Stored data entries
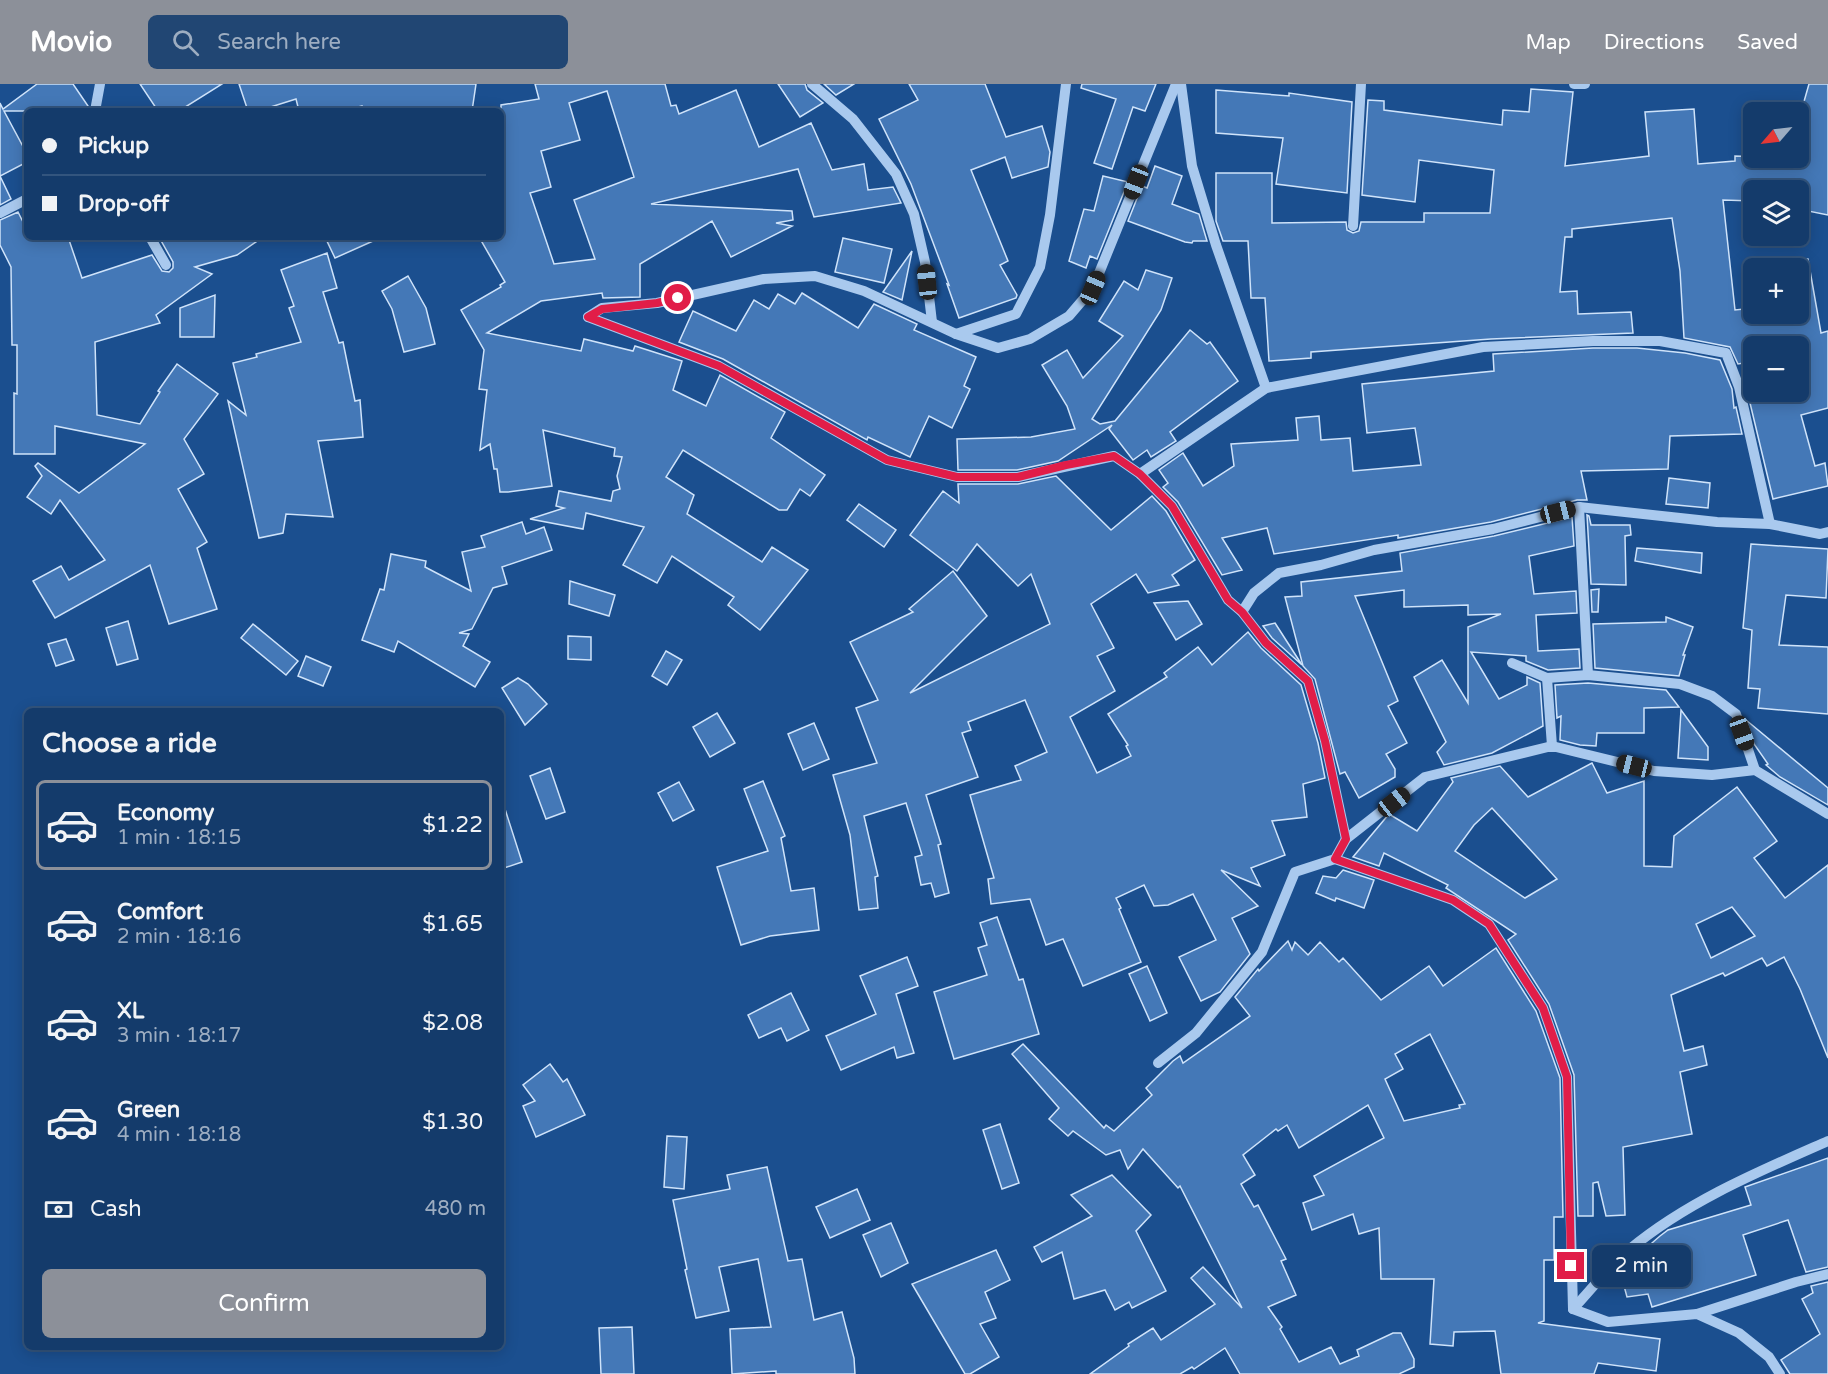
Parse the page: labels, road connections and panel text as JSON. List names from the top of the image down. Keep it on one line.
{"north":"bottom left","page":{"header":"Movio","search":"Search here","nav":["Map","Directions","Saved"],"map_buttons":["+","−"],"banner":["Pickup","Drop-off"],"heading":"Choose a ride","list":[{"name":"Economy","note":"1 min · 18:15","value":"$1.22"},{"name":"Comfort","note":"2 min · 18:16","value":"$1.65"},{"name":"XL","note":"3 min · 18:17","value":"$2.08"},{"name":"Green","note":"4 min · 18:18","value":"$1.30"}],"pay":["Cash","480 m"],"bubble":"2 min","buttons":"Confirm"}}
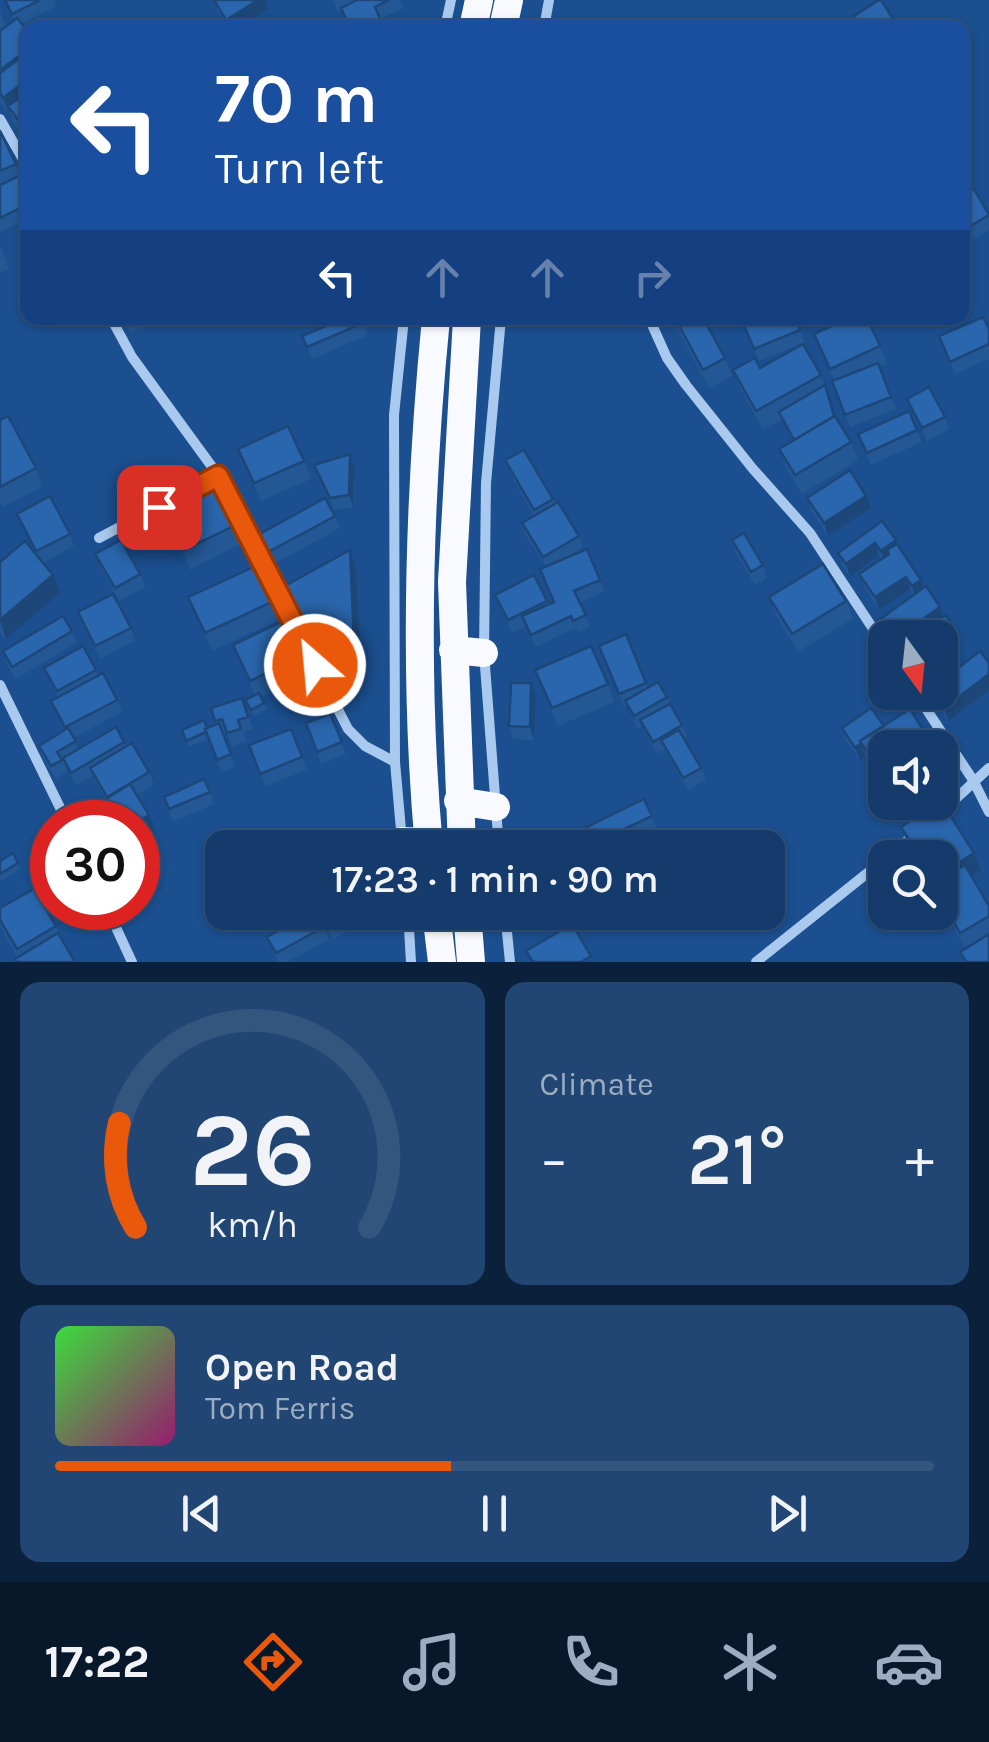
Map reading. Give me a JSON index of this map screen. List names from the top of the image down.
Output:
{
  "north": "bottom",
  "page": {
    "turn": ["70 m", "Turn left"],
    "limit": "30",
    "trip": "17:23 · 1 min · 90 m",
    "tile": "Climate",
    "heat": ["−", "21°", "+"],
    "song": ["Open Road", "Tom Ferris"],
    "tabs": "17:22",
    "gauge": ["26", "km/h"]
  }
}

▶ TASK OBJECTIVE:
The answer should be the records above, unchanged, with the pictures omitted.

▶ RESPONSE TO THIS TASK:
Parse the page: labels, road connections and panel text as JSON. List names from the top of the image down. Keep it on one line.
{"north":"bottom left","page":{"header":"Movio","search":"Search here","nav":["Map","Directions","Saved"],"map_buttons":["+","−"],"banner":["Pickup","Drop-off"],"heading":"Choose a ride","list":[{"name":"Economy","note":"1 min · 18:15","value":"$1.22"},{"name":"Comfort","note":"2 min · 18:16","value":"$1.65"},{"name":"XL","note":"3 min · 18:17","value":"$2.08"},{"name":"Green","note":"4 min · 18:18","value":"$1.30"}],"pay":["Cash","480 m"],"bubble":"2 min","buttons":"Confirm"}}
Map reading. Give me a JSON index of this map screen. List names from the top of the image down.
Output:
{
  "north": "bottom",
  "page": {
    "turn": ["70 m", "Turn left"],
    "limit": "30",
    "trip": "17:23 · 1 min · 90 m",
    "tile": "Climate",
    "heat": ["−", "21°", "+"],
    "song": ["Open Road", "Tom Ferris"],
    "tabs": "17:22",
    "gauge": ["26", "km/h"]
  }
}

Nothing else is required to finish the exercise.